The Nuxeo security team motto is: “automation, automation, automation”. And so, it seems obvious for us to face this new security challenge in an automated way. In this blog, I’m going to cover how we automated our firewall reviews and what we think about doing next in terms of automated security.
We already process all cloudtrail events in real time, so we added a token at the end of every security group rule that is a proof of acceptance from the security team. In our production environment, we enforce these tokens; any rule that does not contain or match a token authorizing the rule is removed by our automation.
A security group rule has several attributes: Protocol, Type, Target, Port, Description.
We decided to use the Description to add the token so if the rule is:
|Rule with Token||INGRESS||TCP||188.8.131.52||22||NYC Office$TK123|
|Token (TK123)||INGRESS||TCP||184.108.40.206||22||NYC Office|
As we are deploying each customer in its own separate VPC, we came up with regex to validate the full deployment:
|Rule with Token||INGRESS||TCP||My-core-app-sg||22||NYC Office$TK124|
|Token (TK124)||INGRESS||TCP||.*-core-app-sg||22||NYC Office|
We use the regex to allow as target all the core-app-sg.
The tokens also have regex to validate on which security group they are applied at.
In our custom Security Operations Center (SOC), people can request new tokens and once the request is validated by a Security team member, the token is delivered.
We have then the capabilities to see where a token is used within our AWS environments.
Those tokens are digitally signed to make them impossible to alter from database (DynamoDB), here is an scraped export of one:
So whenever a SecurityGroup is modified, we do analyze each rule to verify they contain a token, if they don’t,we delete the rule to avoid any invalidated traffic. Also, as soon as we revoke an approval, it will remove all matching rules within the environments.

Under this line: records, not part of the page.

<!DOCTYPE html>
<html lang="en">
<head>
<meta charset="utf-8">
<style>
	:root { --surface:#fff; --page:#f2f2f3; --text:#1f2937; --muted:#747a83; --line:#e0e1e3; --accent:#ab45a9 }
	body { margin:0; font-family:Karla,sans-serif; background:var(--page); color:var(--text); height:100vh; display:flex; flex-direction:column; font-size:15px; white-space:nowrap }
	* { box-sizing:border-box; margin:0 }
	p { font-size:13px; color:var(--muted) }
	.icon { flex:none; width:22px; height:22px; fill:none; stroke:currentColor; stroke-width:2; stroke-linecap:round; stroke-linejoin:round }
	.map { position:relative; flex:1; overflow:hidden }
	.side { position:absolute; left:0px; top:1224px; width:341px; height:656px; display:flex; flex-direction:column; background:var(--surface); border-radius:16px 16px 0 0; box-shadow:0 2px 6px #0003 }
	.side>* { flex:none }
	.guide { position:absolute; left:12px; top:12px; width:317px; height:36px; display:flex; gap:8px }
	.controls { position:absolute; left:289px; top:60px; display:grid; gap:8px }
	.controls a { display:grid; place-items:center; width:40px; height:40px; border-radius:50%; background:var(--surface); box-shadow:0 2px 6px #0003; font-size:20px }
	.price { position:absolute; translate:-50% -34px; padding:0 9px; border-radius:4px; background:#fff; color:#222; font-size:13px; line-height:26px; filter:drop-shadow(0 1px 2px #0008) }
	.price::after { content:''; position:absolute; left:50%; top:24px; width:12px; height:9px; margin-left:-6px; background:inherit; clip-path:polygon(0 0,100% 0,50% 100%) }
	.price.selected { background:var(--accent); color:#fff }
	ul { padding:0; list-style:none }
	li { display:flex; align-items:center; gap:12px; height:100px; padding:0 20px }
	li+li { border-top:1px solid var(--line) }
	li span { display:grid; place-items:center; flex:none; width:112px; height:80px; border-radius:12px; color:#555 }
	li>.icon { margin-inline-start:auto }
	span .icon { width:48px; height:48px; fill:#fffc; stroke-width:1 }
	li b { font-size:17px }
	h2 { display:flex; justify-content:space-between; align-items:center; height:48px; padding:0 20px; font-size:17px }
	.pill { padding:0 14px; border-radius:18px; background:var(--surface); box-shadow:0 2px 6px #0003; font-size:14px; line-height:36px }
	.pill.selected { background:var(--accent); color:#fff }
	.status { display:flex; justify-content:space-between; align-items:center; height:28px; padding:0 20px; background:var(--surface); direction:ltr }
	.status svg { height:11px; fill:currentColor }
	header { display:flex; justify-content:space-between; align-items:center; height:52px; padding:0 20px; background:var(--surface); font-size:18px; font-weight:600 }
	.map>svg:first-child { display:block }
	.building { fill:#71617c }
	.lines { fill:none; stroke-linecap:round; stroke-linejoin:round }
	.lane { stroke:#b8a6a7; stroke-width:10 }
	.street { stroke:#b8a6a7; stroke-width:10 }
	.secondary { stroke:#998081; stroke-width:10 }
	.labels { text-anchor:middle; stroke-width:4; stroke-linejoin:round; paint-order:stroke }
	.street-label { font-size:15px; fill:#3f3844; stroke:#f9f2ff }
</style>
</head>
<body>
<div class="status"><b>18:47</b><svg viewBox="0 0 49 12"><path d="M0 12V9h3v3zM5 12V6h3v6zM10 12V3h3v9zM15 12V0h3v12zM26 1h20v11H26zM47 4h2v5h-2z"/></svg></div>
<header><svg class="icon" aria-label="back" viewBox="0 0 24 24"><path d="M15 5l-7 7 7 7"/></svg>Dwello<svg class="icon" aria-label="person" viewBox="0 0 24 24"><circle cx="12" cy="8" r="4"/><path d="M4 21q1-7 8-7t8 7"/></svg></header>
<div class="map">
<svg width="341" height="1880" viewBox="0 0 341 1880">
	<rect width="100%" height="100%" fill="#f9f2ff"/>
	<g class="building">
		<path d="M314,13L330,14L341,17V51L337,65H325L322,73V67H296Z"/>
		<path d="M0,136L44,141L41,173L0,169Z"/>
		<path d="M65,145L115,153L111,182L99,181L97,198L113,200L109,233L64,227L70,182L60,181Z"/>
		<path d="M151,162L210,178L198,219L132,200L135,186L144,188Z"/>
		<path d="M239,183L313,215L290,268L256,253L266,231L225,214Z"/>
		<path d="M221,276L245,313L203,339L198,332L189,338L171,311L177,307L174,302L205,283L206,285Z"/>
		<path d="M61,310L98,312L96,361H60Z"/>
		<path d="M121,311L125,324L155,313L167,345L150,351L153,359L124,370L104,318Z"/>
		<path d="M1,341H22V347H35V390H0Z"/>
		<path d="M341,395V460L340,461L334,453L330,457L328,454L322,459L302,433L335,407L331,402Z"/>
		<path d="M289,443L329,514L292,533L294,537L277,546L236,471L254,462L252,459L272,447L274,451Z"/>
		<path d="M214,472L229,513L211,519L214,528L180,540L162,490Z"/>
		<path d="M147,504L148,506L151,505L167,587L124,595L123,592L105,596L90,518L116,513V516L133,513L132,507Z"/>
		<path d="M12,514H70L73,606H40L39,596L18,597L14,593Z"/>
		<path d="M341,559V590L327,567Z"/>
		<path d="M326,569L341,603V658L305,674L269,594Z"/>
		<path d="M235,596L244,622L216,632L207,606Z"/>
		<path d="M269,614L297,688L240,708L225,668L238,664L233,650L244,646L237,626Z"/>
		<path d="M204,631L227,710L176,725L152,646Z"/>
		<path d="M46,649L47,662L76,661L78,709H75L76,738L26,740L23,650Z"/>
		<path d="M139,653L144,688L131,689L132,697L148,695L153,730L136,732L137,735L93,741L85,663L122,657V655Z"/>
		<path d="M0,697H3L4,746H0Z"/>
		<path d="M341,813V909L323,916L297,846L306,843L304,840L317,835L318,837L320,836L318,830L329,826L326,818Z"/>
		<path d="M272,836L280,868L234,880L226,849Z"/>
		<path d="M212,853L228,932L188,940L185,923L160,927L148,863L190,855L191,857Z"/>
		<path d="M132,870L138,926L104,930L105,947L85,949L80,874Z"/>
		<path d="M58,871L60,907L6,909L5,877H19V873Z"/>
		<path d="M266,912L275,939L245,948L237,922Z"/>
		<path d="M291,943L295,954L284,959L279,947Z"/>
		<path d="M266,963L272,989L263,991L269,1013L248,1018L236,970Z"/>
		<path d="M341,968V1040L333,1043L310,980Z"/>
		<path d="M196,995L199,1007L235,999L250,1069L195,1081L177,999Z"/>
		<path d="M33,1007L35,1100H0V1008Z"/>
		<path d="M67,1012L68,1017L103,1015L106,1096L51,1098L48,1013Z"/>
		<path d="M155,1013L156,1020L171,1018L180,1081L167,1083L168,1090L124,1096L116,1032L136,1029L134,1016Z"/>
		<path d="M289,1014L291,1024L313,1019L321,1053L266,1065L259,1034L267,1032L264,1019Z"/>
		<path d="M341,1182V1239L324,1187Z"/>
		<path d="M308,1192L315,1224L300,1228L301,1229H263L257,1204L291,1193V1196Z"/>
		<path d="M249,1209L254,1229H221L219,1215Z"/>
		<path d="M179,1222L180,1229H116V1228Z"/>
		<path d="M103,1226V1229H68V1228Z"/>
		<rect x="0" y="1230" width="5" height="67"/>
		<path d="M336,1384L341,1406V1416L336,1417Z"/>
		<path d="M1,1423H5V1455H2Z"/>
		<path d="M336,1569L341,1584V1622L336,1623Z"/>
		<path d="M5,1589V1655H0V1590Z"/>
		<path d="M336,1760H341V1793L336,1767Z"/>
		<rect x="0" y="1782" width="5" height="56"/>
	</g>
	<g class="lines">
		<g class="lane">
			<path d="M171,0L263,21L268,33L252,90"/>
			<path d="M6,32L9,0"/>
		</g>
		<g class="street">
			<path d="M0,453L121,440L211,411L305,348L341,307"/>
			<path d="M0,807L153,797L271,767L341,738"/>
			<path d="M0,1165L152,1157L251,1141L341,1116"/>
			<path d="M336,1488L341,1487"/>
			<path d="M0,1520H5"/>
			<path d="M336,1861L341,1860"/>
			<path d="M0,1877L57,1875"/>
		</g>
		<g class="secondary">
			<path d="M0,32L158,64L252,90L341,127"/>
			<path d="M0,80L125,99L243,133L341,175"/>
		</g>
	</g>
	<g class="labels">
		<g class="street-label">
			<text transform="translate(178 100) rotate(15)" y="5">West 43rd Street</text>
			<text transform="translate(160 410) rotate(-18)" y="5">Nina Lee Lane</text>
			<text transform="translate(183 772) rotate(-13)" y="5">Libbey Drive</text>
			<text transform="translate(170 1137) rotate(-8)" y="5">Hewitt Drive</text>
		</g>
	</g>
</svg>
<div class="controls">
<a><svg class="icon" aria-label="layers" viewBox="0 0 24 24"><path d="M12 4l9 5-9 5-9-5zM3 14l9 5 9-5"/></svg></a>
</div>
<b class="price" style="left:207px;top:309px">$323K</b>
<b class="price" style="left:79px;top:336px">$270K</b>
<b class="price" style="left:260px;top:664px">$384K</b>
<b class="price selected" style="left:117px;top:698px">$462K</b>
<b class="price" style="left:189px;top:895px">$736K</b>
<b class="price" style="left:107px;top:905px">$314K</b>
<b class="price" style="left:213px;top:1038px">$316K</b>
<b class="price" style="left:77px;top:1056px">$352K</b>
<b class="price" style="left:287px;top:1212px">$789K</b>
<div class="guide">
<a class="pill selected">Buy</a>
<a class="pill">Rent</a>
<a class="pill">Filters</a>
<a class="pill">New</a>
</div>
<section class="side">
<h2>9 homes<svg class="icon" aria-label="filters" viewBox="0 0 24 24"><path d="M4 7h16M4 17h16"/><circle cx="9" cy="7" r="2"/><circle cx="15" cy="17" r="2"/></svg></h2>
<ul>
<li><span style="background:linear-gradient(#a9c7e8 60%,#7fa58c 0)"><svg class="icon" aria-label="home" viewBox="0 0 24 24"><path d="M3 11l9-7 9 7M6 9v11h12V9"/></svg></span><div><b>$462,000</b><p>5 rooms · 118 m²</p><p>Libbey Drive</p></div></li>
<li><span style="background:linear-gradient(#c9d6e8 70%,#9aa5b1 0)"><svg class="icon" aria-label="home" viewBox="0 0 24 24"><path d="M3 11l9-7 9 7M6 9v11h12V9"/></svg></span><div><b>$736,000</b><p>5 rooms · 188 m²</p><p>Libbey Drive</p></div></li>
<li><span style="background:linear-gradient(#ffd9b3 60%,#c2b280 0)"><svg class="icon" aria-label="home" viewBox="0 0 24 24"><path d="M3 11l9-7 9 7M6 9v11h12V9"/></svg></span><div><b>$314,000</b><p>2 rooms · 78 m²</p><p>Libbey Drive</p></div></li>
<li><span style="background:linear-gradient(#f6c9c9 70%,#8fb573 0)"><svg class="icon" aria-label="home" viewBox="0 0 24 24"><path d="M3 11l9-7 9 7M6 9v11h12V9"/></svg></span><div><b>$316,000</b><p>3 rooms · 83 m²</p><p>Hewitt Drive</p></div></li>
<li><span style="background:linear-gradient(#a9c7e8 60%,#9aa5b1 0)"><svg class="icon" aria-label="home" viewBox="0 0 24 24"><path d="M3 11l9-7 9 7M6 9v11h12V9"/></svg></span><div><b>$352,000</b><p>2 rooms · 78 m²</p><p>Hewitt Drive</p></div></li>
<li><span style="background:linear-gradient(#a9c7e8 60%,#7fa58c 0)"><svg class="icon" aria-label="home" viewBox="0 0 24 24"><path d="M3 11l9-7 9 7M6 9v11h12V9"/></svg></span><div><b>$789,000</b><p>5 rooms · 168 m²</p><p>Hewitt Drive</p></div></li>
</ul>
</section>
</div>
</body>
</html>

One of the goals of our team is to simplify as much as we can those processes, so if we identify a rule that matches a token but doesn’t contain one, we will add it on behalf of the user. We can then let them know that the process wasn’t respected, but work can continue seamlessly.

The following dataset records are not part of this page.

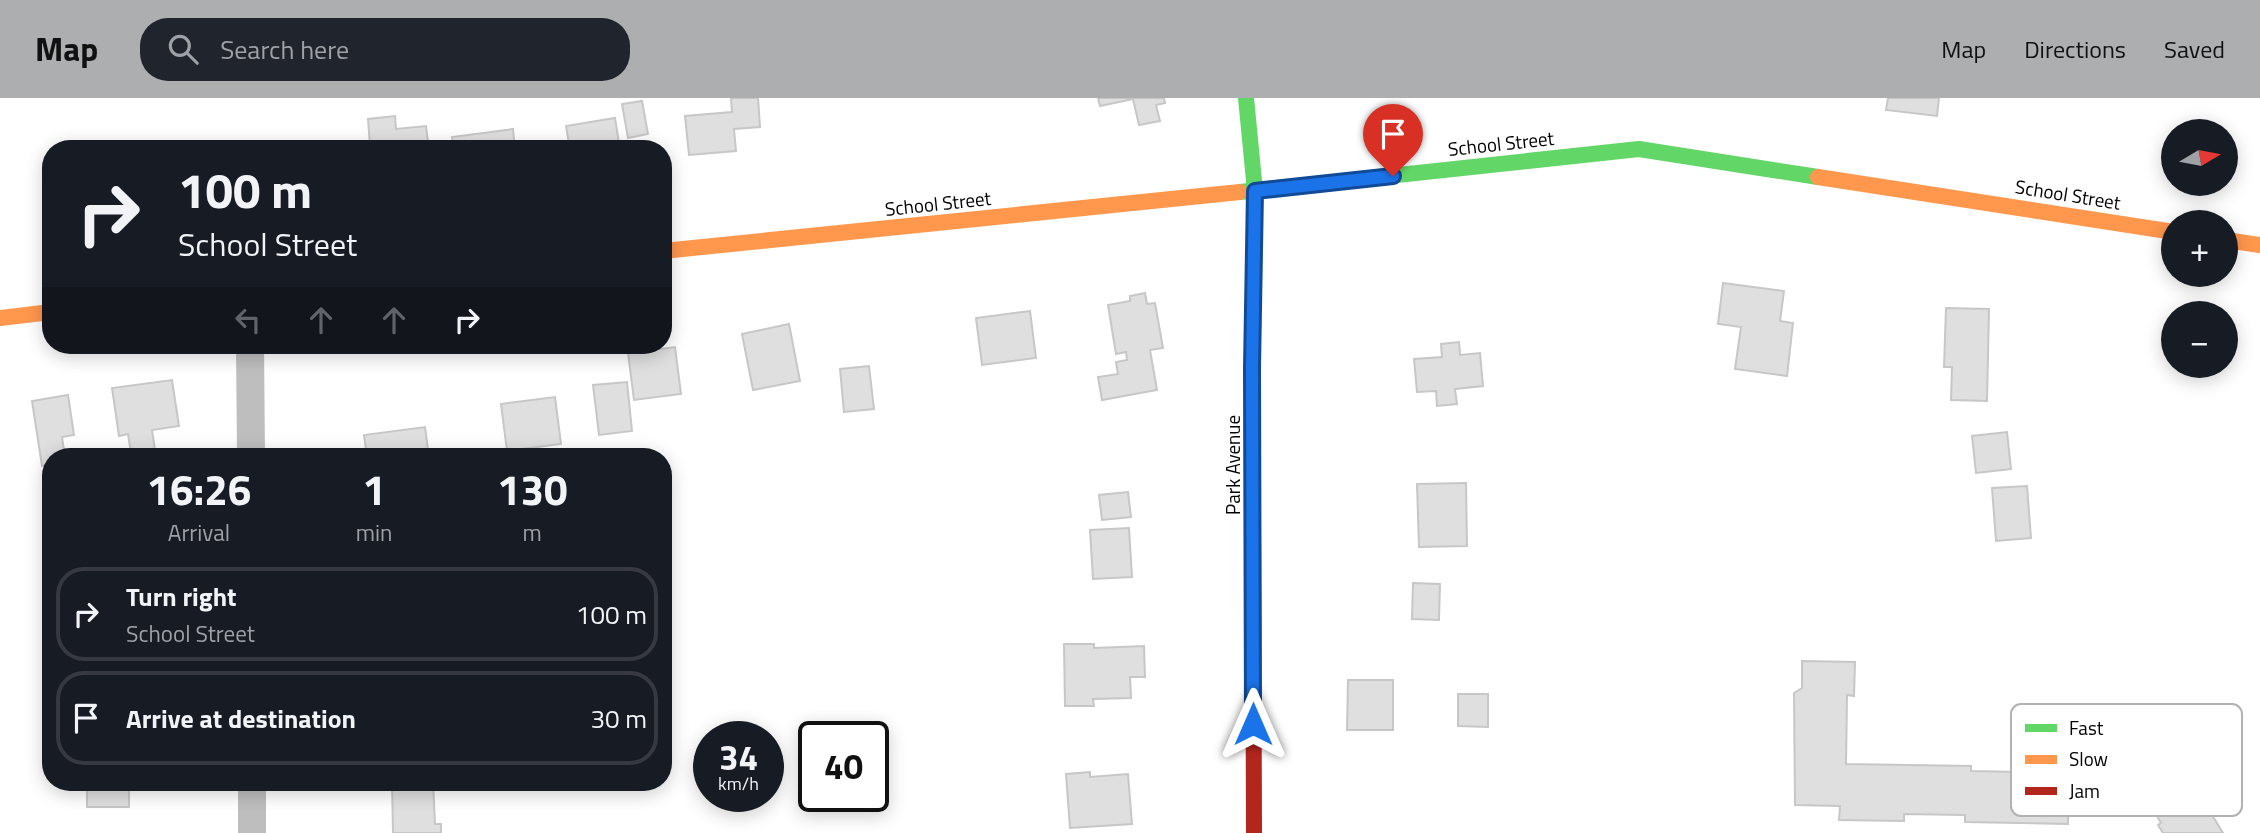 <!DOCTYPE html>
<html lang="en">
<head>
<meta charset="utf-8">
<style>
  :root { --surface:#171b24; --page:#20242c; --text:#f1f3f6; --muted:#9ea1a6; --line:#363941; --accent:#adaeaf }
  body { margin:0; font-family:"Titillium Web",sans-serif; background:var(--page); color:var(--text); height:100vh; display:flex; flex-direction:column; font-size:26px; white-space:nowrap }
  * { box-sizing:border-box; margin:0 }
  p { font-size:23px; color:var(--muted) }
  .icon { flex:none; width:38px; height:38px; fill:none; stroke:currentColor; stroke-width:2; stroke-linecap:round; stroke-linejoin:round }
  .map { position:relative; flex:1; overflow:hidden }
  .panel { position:absolute; left:42px; top:350px; width:630px; height:343px; display:flex; flex-direction:column; background:var(--surface); border-radius:28px; box-shadow:0 4px 18px #0003 }
  .panel>* { flex:none }
  .hud { position:absolute; left:42px; top:42px; width:630px; height:214px; border-radius:28px; box-shadow:0 4px 18px #0003; background:#171b24; color:var(--text); overflow:hidden }
  .needle { width:46px; rotate:80deg }
  .controls { position:absolute; left:2161px; top:21px; display:grid; gap:14px }
  .controls a { display:grid; place-items:center; width:77px; height:77px; border-radius:50%; background:var(--surface); box-shadow:0 4px 18px #0003; font-size:35px }
  .speed { position:absolute; left:693px; top:623px; display:flex; gap:14px; font-size:35px; font-weight:700; text-align:center }
  .speed>* { display:grid; place-content:center; width:91px; height:91px; border-radius:50%; background:var(--surface); box-shadow:0 4px 18px #0003; line-height:1 }
  .speed small { font-size:18px; font-weight:400 }
  .speed .limit { border:4px solid #111; border-radius:10px; background:#fff; color:#111 }
  .pin { position:absolute; display:grid; place-items:center; width:60px; height:60px; color:#fff; margin:-72px -30px; border-radius:50% 50% 50% 0; rotate:-45deg; box-shadow:0 0 7px #0007 }
  .pin .icon { rotate:45deg }
  .me { position:absolute; width:77px; margin:-38px; rotate:0deg; stroke-linejoin:round; filter:drop-shadow(0 0 5px #0008) }
  .turn { display:flex; align-items:center; gap:24px; height:147px; padding:0 21px; font-size:32px }
  .turn .icon { width:91px; height:91px; stroke-width:2.5 }
  .turn b { display:block; font-size:49px; line-height:60px }
  .lanes { display:flex; align-items:center; height:66px; padding:0 21px; background:#0003; justify-content:center; gap:35px; direction:ltr }
  .lanes .off { opacity:.35 }
  .eta { display:flex; justify-content:space-evenly; align-items:center; height:119px; text-align:center }
  .eta b { font-size:42px; font-weight:700; line-height:49px }
  ul { padding:0; list-style:none }
  li { display:flex; align-items:center; gap:21px; height:94px; margin:0 14px 10px; padding:0 7px; border:4px solid var(--line); border-radius:28px }
  li div { flex:1 }
  li b { display:block; font-size:26px }
  li em { font-style:normal }
  header { display:flex; align-items:center; gap:42px; box-sizing:border-box; height:98px; padding:0 35px; background:var(--accent); color:#111 }
  header strong { font-size:33px }
  nav { display:flex; gap:38px; margin-inline-start:auto; font-size:24px }
  .search { width:490px; height:63px; background:var(--page); display:flex; align-items:center; gap:18px; box-sizing:border-box; padding:0 24px; border-radius:28px; color:var(--muted); font-size:26px }
  .map>svg:first-child { display:block }
  .building { fill:#dfdfdf; stroke:#c7c7c7; stroke-width:2 }
  .lines { fill:none; stroke-linecap:round; stroke-linejoin:round }
  .street { stroke:#bebebe; stroke-width:28 }
  .fast { stroke:#63d668; stroke-width:16 }
  .slow { stroke:#ff974d; stroke-width:16 }
  .jam { stroke:#b3261e; stroke-width:16 }
  .route-casing { stroke:#114b97; stroke-width:18 }
  .route { stroke:#1a73e8; stroke-width:12 }
  .labels { text-anchor:middle; dominant-baseline:central; stroke-width:6; stroke-linejoin:round; paint-order:stroke }
  .street-label { font-size:19px; fill:#000; stroke:#fff }
  .key { fill:#fff; stroke:#b2b2b2; stroke-width:2 }
  .key-label { font-size:19px; fill:#000 }
</style>
</head>
<body>
<header>
<strong>Map</strong>
<div class="search"><svg class="icon" aria-label="search" viewBox="0 0 24 24"><circle cx="10" cy="10" r="6"/><path d="M15 15l6 6"/></svg>Search here</div>
<nav><a>Map</a><a>Directions</a><a>Saved</a></nav>
</header>
<div class="map">
<svg width="2260" height="735" viewBox="0 0 2260 735">
  <rect width="100%" height="100%" fill="#fff"/>
  <g class="building">
    <polygon points="731,0 758,0 760,29 734,31 736,53 689,57 685,18 732,14"/>
    <polygon points="1098,0 1164,0 1165,5 1156,7 1160,23 1139,27 1133,1 1100,8"/>
    <polygon points="1888,0 1939,0 1937,18 1886,12"/>
    <polygon points="642,3 648,36 628,40 622,6"/>
    <polygon points="395,18 396,31 426,28 429,51 343,51 370,48 368,21"/>
    <polygon points="615,20 620,51 570,51 566,28"/>
    <polygon points="513,31 515,51 454,51 452,39"/>
    <polygon points="274,45 274,51 230,51"/>
    <polygon points="1723,185 1784,193 1780,223 1793,225 1787,278 1735,271 1741,229 1718,226"/>
    <polygon points="1145,195 1147,206 1155,205 1163,250 1150,252 1157,292 1102,302 1098,279 1118,276 1116,264 1127,262 1126,254 1116,256 1108,207 1130,203 1130,198"/>
    <polygon points="1946,210 1989,211 1987,303 1951,302 1952,269 1944,269"/>
    <polygon points="1030,213 1036,260 982,267 976,220"/>
    <polygon points="789,226 800,283 753,292 742,236"/>
    <polygon points="1459,244 1460,257 1480,255 1483,288 1455,291 1457,306 1437,308 1436,293 1417,294 1414,261 1442,259 1441,246"/>
    <polygon points="675,249 681,296 634,302 628,255"/>
    <polygon points="869,268 874,311 844,314 840,271"/>
    <polygon points="172,282 179,328 152,332 155,352 131,355 128,336 119,338 112,290"/>
    <polygon points="627,284 632,333 599,337 593,287"/>
    <polygon points="68,297 74,337 62,339 65,359 51,359 51,367 42,368 32,303"/>
    <polygon points="555,299 561,346 507,353 501,306"/>
    <polygon points="425,329 429,359 367,359 364,337"/>
    <polygon points="2007,334 2011,371 1976,375 1972,338"/>
    <polygon points="1466,385 1467,448 1419,449 1417,386"/>
    <polygon points="2027,388 2031,440 1996,443 1992,390"/>
    <polygon points="1128,394 1131,419 1102,422 1099,397"/>
    <polygon points="1129,430 1132,479 1093,481 1090,432"/>
    <polygon points="1413,485 1440,486 1439,522 1412,521"/>
    <polygon points="1064,546 1094,546 1094,550 1144,548 1145,579 1130,579 1131,600 1093,601 1094,608 1065,608"/>
    <polygon points="1802,563 1855,564 1854,598 1847,597 1846,666 1971,668 1971,673 2069,675 2068,726 1965,724 1965,717 1904,716 1904,723 1839,722 1840,708 1795,707 1794,595 1802,590"/>
    <polygon points="1348,582 1393,582 1393,632 1347,632"/>
    <polygon points="1458,596 1488,596 1488,629 1458,628"/>
    <polygon points="2189,671 2206,700 2203,702 2223,735 2163,735 2158,727 2161,725 2145,697"/>
    <polygon points="1090,674 1090,679 1128,676 1132,726 1070,730 1066,676"/>
    <rect x="87" y="684" width="42" height="25"/>
    <polygon points="392,684 433,684 435,726 441,726 441,735 393,735"/>
  </g>
  <g class="lines">
    <g class="street">
      <polyline points="250,247 251,359"/>
      <polyline points="252,684 252,735"/>
    </g>
    <g class="fast">
      <polyline points="1246,0 1255,93 1252,270 1253,433"/>
      <polyline points="1240,94 1639,51 1818,79"/>
    </g>
    <g class="slow">
      <polyline points="1818,79 2174,134"/>
      <polyline points="2226,142 2260,147"/>
      <polyline points="663,153 1240,94"/>
      <polyline points="0,220 51,214"/>
    </g>
    <polyline class="jam" points="1253,433 1254,735"/>
  </g>
  <g class="lines">
    <g class="route-casing">
      <polyline id="route" points="1253,626 1252,270 1255,93 1393,78"/>
    </g>
    <use href="#route" class="route"/>
  </g>
  <g class="labels">
    <g class="street-label">
      <text transform="translate(1501 45) rotate(-6)">School Street</text>
      <text transform="translate(2068 96) rotate(9)">School Street</text>
      <text transform="translate(938 105) rotate(-6)">School Street</text>
      <text transform="translate(1232 367) rotate(-90)">Park Avenue</text>
    </g>
  </g>
  <rect x="2011" y="606" width="231" height="112" rx="10" class="key"/>
  <rect x="2025" y="626" width="32" height="8" fill="#63d668"/>
  <rect x="2025" y="657" width="32" height="9" fill="#ff974d"/>
  <rect x="2025" y="689" width="32" height="8" fill="#b3261e"/>
  <g class="key-label">
    <text x="2069" y="637">Fast</text>
    <text x="2069" y="668">Slow</text>
    <text x="2069" y="700">Jam</text>
  </g>
</svg>
<div class="controls">
<a><svg class="needle" viewBox="-14 -14 28 28"><path d="M0-13l5 13h-10z" fill="#e53935"/><path d="M0 13l5-13h-10z" fill="#9ea1a6"/></svg></a>
<a>+</a>
<a>−</a>
</div>
<div class="speed"><div>34<small>km/h</small></div><div class="limit">40</div></div>
<div class="pin" style="left:1393px;top:78px;background:#d93025"><svg class="icon" aria-label="arrive" viewBox="0 0 24 24"><path d="M6 21V4h12l-3 4 3 4H6"/></svg></div>
<svg class="me" style="left:1253px;top:626px" viewBox="-20 -20 40 40"><path d="M0-17L14 15 0 8-14 15z" fill="#1a73e8" stroke="#fff" stroke-width="4"/></svg>
<div class="hud">
<div class="turn"><svg class="icon" aria-label="right" viewBox="0 0 24 24"><path d="M7 20v-9h11M14 6l5 5-5 5"/></svg><div><b>100 m</b>School Street</div></div>
<div class="lanes"><svg class="icon off" aria-label="left" viewBox="0 0 24 24"><path d="M17 20v-9H6M10 6l-5 5 5 5"/></svg><svg class="icon off" aria-label="ahead" viewBox="0 0 24 24"><path d="M12 20V5M6 11l6-6 6 6"/></svg><svg class="icon off" aria-label="ahead" viewBox="0 0 24 24"><path d="M12 20V5M6 11l6-6 6 6"/></svg><svg class="icon" aria-label="right" viewBox="0 0 24 24"><path d="M7 20v-9h11M14 6l5 5-5 5"/></svg></div>
</div>
<section class="panel">
<div class="eta">
<div><b>16:26</b><p>Arrival</p></div>
<div><b>1</b><p>min</p></div>
<div><b>130</b><p>m</p></div>
</div>
<ul>
<li><svg class="icon" aria-label="right" viewBox="0 0 24 24"><path d="M7 20v-9h11M14 6l5 5-5 5"/></svg><div><b>Turn right</b><p>School Street</p></div><em>100 m</em></li>
<li><svg class="icon" aria-label="arrive" viewBox="0 0 24 24"><path d="M6 21V4h12l-3 4 3 4H6"/></svg><div><b>Arrive at destination</b></div><em>30 m</em></li>
</ul>
</section>
</div>
</body>
</html>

The process has been in place for almost 2 years now. We’re very happy with its implementation and the requirements are better understood by our teams.
But I have to admit, I was also responsible for an outage of an hour when we deployed the first time. Let me tell you what happened: in one of the first deployments, a bug sneaked in, letting the automation think the tokens were not legitimate, which led to a removal of all security group rules. We quickly identified the issues and our production team recovered within an hour. I could try to pretend it was some chaos engineering to ensure the disaster recovery process was working well but I’m too honest for that. We learn from our mistakes.
What’s next? We will soon be adding some DNS resolutions within token to allow some rules to include DNS name, so our system will help our teams to allow our office provider inside their system.We will also backport it as an IvoryShield module, let us know if you want to know more about it.
I hope this helped you understand how we manage our firewall review and I hope to share more of our security processes with you in the future, to continue showing you the Nuxeo Platform is best suited for organizations who have deep and complex regulations environments.